**WHAT THIS TASK INVOLVES**
Copy the lines below that contain "each".

[Records from a dataset]

· · ·

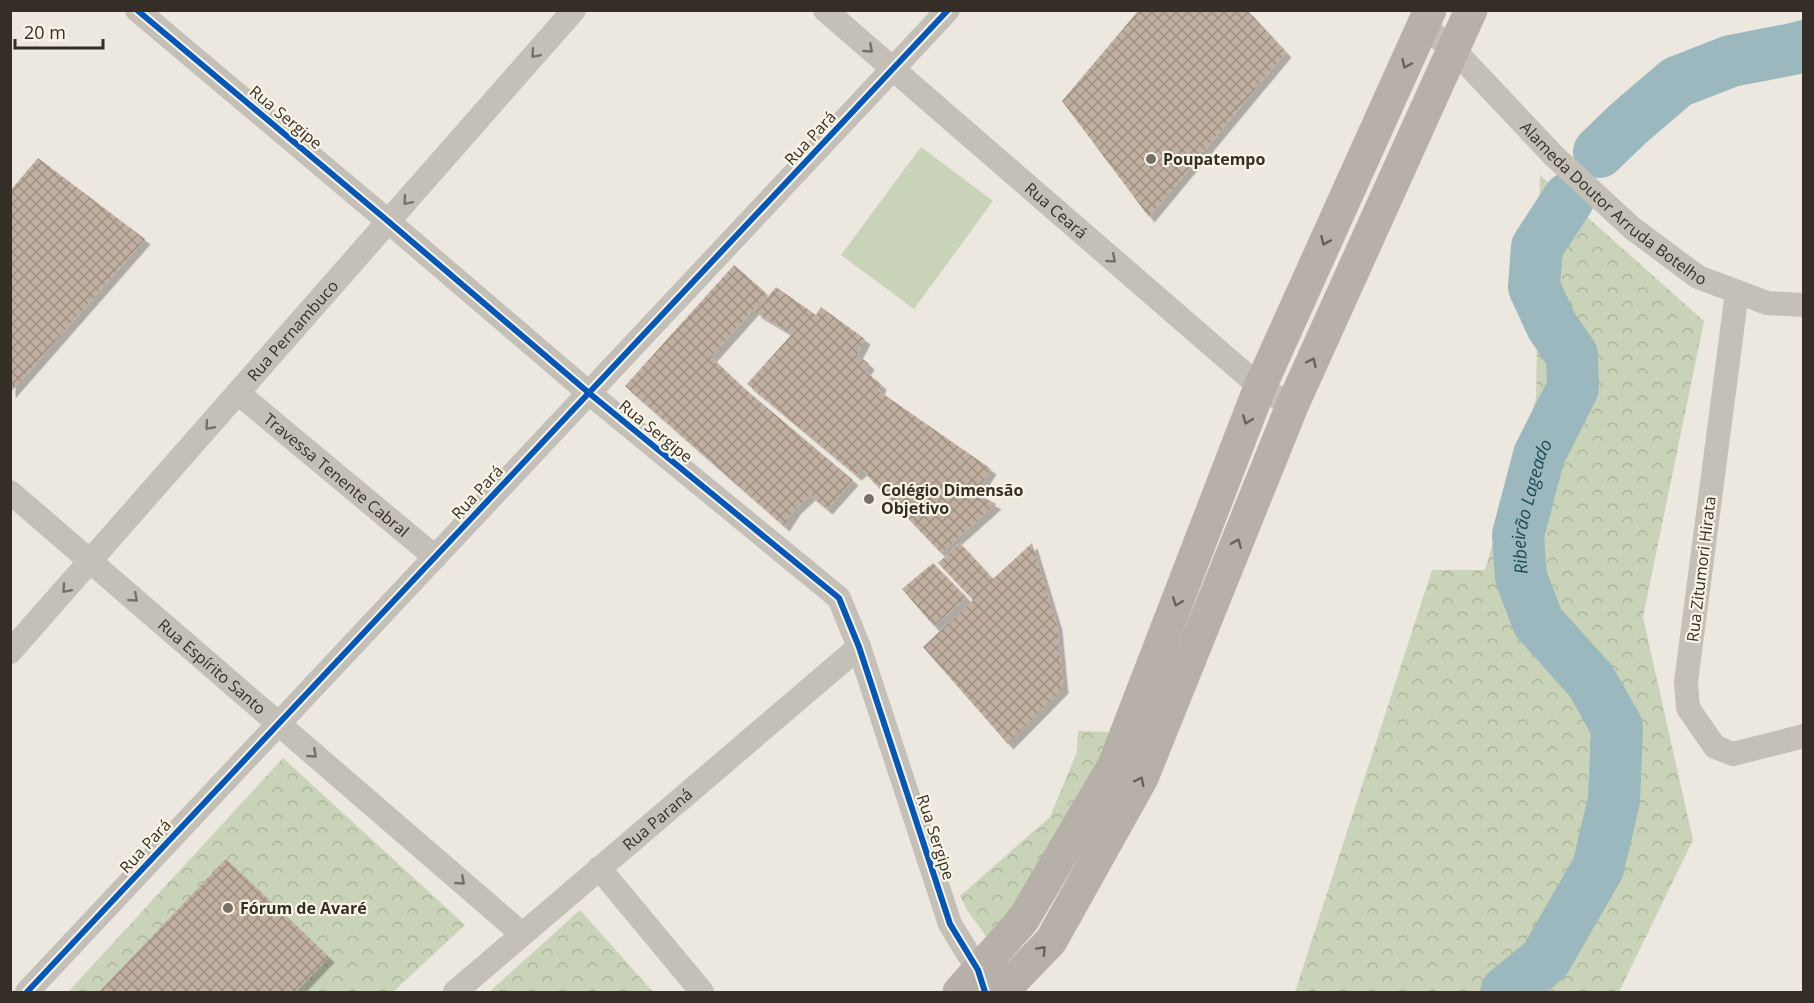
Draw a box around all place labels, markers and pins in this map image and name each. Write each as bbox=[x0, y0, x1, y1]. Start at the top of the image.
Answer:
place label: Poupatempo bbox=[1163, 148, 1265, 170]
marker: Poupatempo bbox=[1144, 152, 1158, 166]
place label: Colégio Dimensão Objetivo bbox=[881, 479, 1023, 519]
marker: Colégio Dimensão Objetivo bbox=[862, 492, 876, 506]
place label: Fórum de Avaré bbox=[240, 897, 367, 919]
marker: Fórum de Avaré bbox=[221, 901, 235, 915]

· · ·

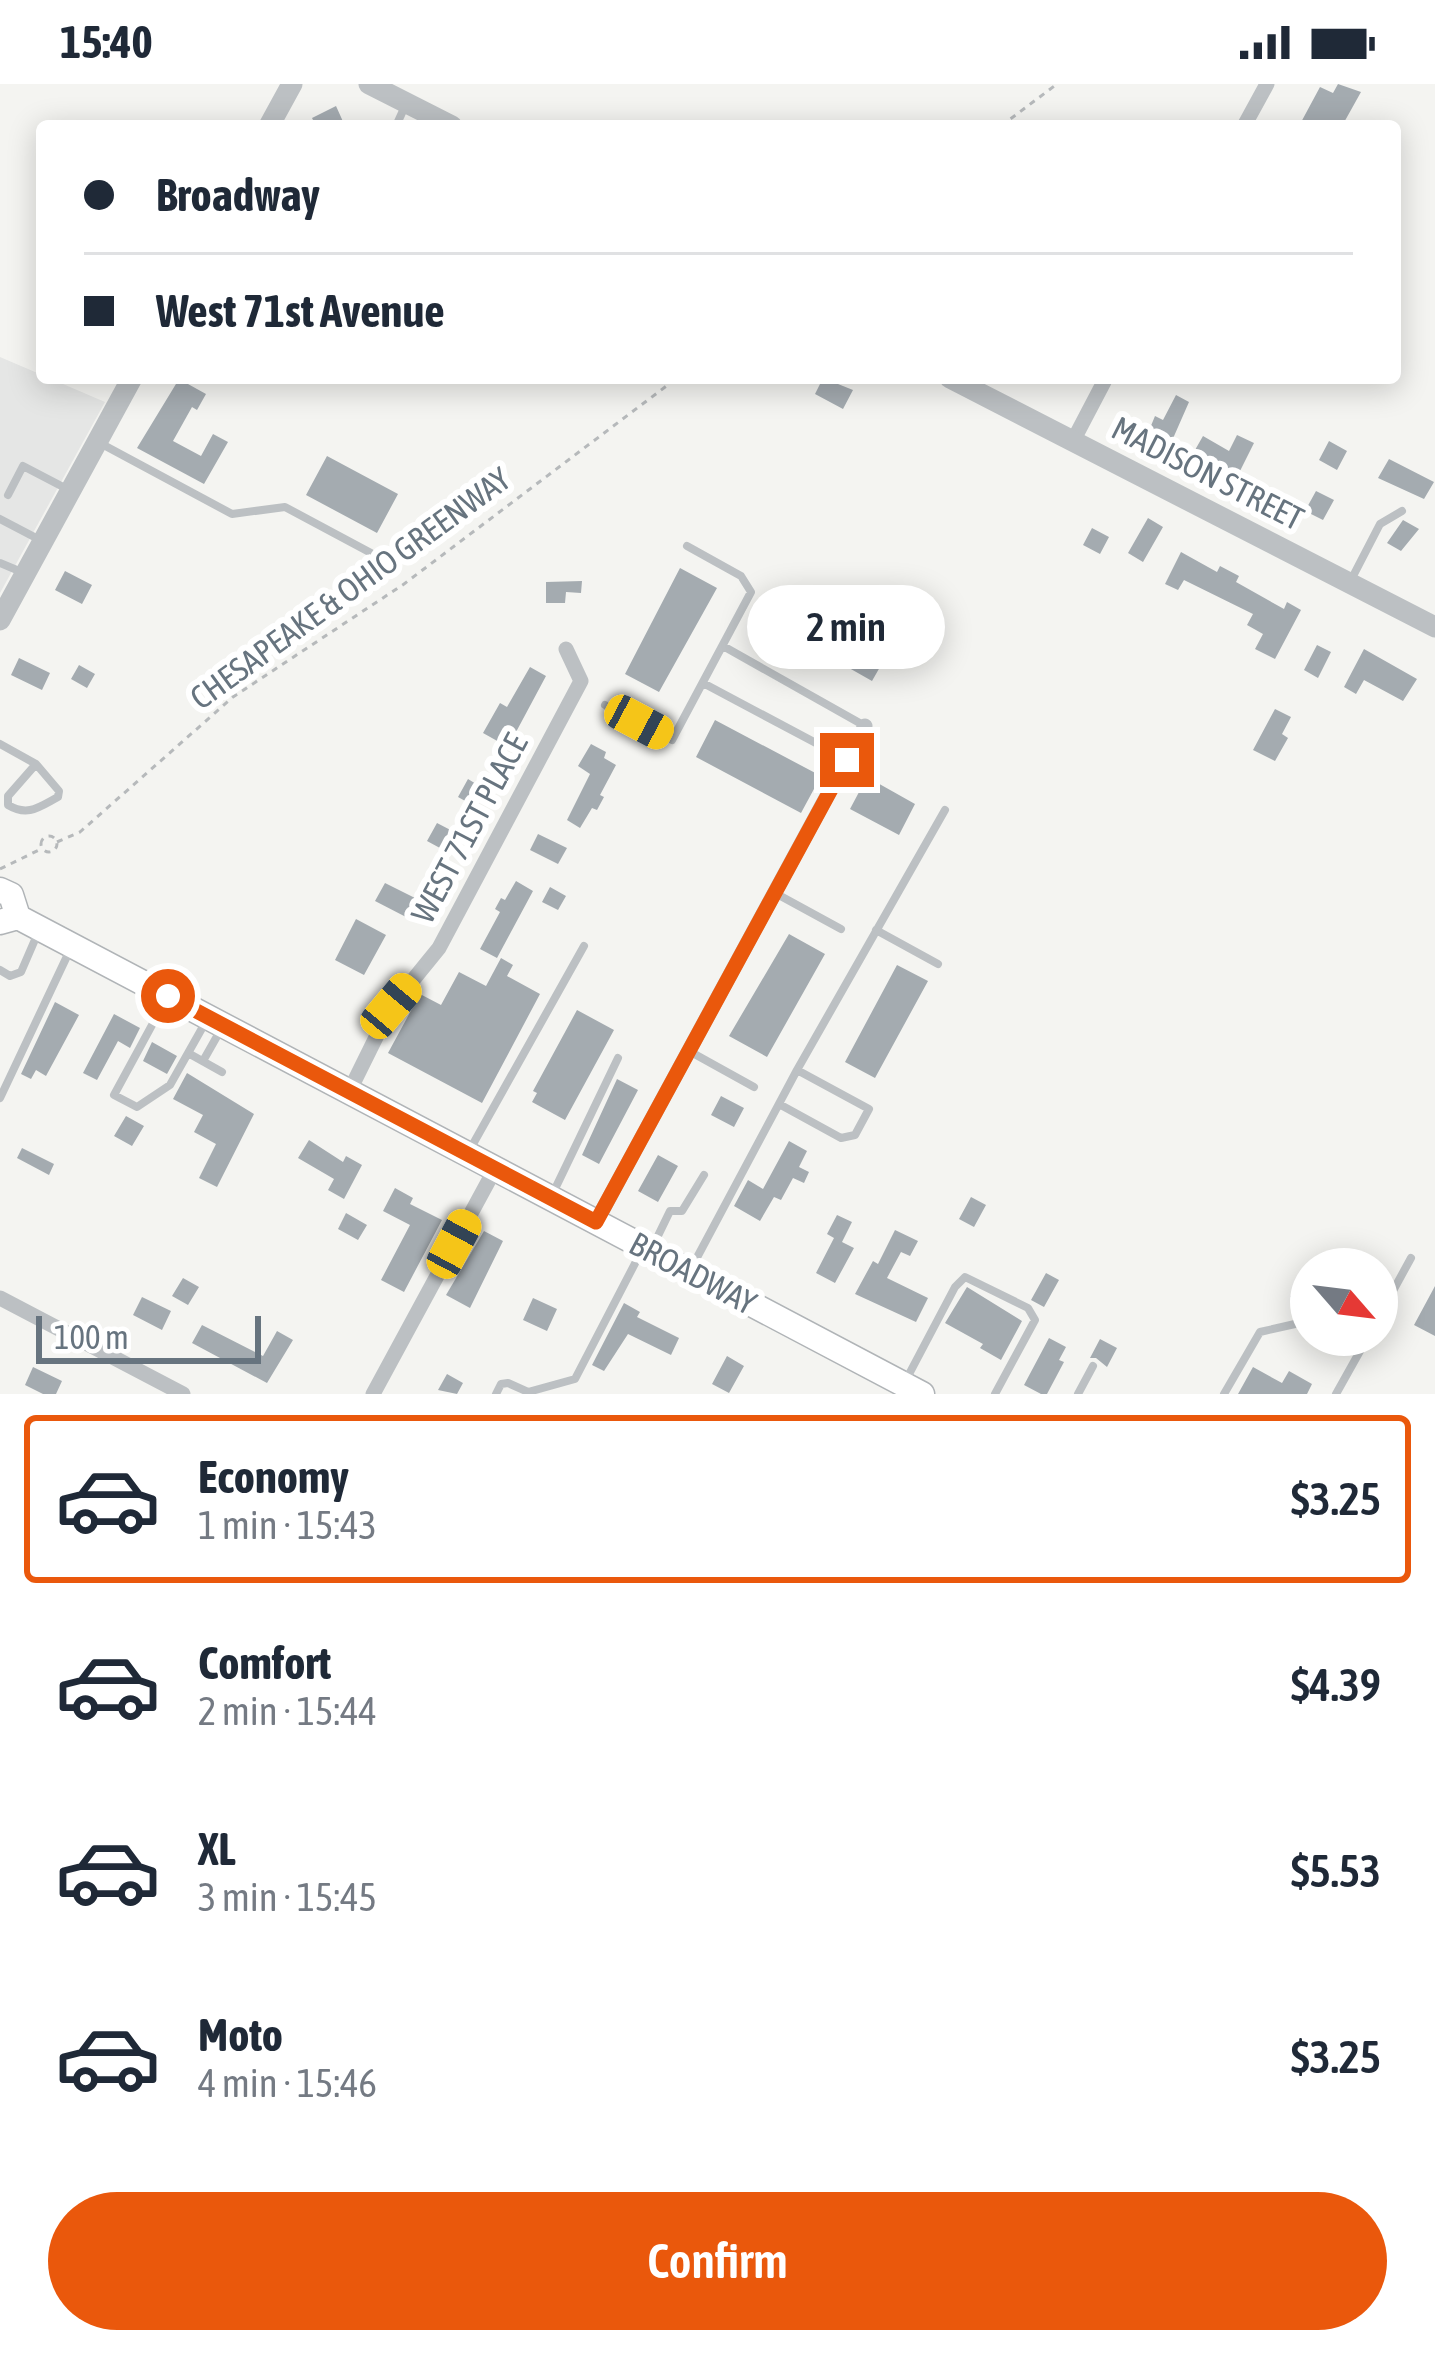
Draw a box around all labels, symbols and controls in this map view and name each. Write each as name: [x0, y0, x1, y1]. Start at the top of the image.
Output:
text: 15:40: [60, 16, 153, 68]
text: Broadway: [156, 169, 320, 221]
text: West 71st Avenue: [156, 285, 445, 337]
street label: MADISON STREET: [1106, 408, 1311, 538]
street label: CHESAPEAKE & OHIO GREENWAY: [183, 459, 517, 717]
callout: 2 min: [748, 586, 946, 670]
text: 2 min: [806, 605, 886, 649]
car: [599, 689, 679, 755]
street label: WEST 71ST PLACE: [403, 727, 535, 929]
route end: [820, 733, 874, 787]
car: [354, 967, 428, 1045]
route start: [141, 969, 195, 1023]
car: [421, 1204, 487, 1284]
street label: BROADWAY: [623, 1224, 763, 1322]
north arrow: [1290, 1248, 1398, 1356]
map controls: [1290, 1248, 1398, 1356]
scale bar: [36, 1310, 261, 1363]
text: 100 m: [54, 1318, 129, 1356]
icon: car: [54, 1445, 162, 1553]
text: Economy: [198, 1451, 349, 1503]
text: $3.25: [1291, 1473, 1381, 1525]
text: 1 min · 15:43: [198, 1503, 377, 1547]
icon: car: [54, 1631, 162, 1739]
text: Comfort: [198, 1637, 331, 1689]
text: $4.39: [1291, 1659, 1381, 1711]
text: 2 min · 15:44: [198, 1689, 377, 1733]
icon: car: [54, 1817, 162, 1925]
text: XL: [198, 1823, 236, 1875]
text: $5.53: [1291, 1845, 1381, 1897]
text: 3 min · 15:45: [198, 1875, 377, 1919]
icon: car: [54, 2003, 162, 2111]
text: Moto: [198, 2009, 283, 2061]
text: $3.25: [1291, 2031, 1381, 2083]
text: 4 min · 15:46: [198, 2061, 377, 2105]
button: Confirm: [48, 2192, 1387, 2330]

· · ·

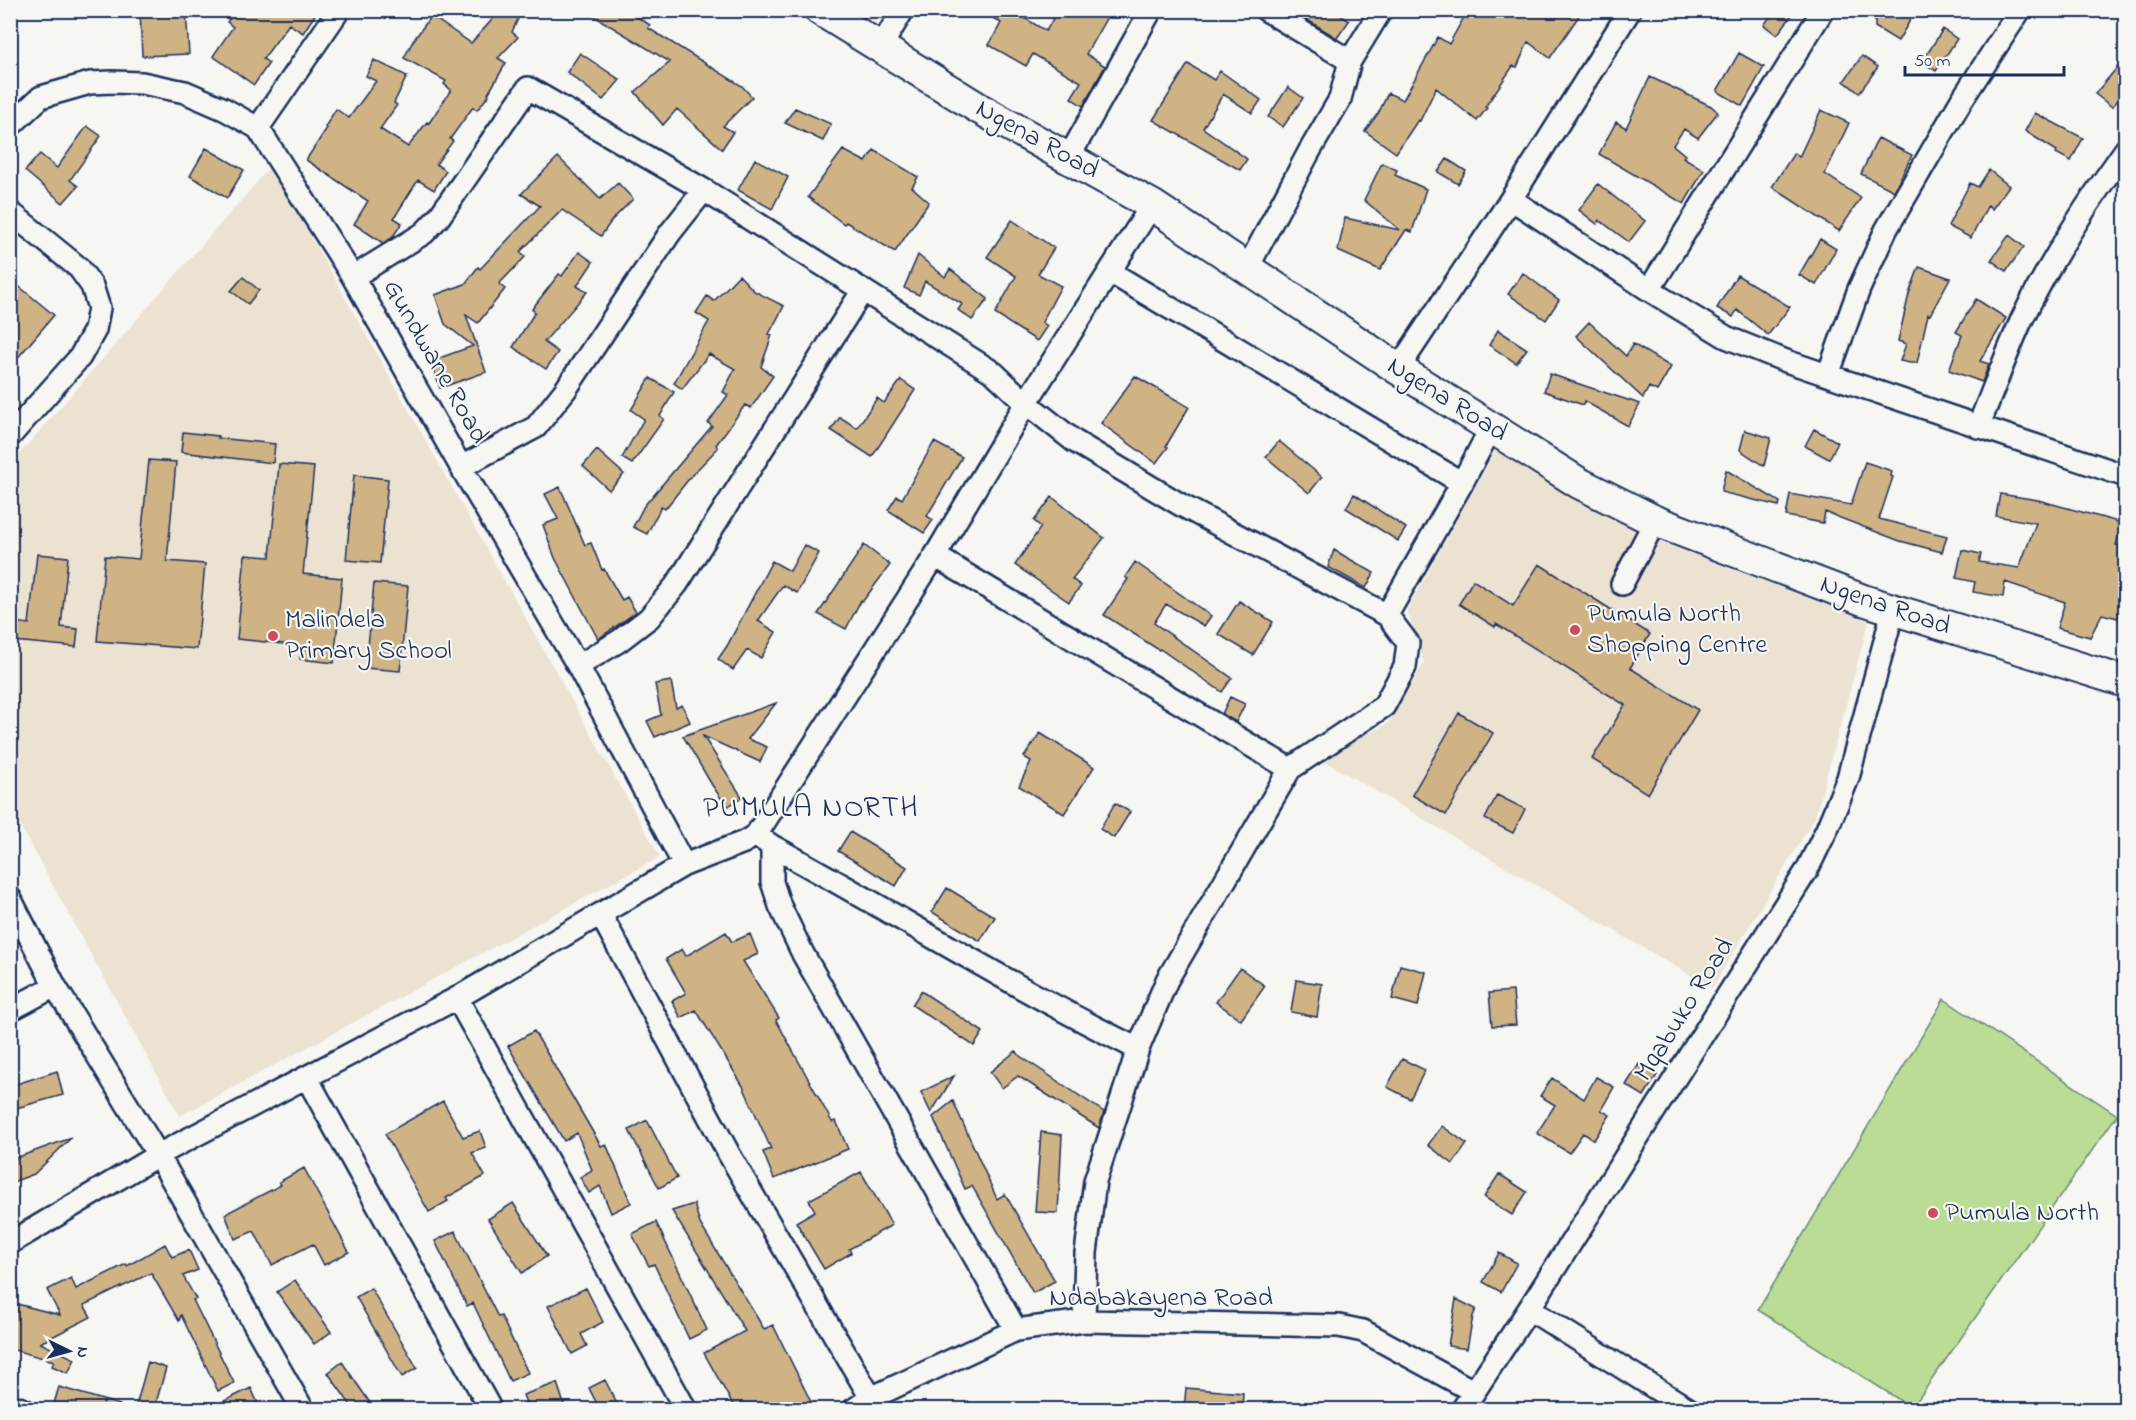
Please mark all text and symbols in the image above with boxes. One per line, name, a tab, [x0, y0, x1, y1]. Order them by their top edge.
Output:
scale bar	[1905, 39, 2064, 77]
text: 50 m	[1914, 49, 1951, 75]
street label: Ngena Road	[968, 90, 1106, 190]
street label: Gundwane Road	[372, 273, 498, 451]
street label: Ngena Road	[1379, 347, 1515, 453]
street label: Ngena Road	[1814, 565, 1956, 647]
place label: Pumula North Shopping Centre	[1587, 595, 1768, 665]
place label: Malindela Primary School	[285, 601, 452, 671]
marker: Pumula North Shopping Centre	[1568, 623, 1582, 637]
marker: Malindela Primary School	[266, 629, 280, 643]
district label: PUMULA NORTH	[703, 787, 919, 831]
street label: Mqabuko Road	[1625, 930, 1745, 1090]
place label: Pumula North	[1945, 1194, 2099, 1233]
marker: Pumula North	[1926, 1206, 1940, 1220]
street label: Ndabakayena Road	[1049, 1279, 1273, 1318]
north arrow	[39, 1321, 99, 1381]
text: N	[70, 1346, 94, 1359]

· · ·

**ANSWER BOX**
Draw a box around all place labels, markers and pins in this map image and name each. Write each as bbox=[x0, y0, x1, y1]. Start at the top of the image.
Draw a box around all labels, symbols and controls in this map view and name each. Write each as name: [x0, y0, x1, y1]. Start at the top of the image.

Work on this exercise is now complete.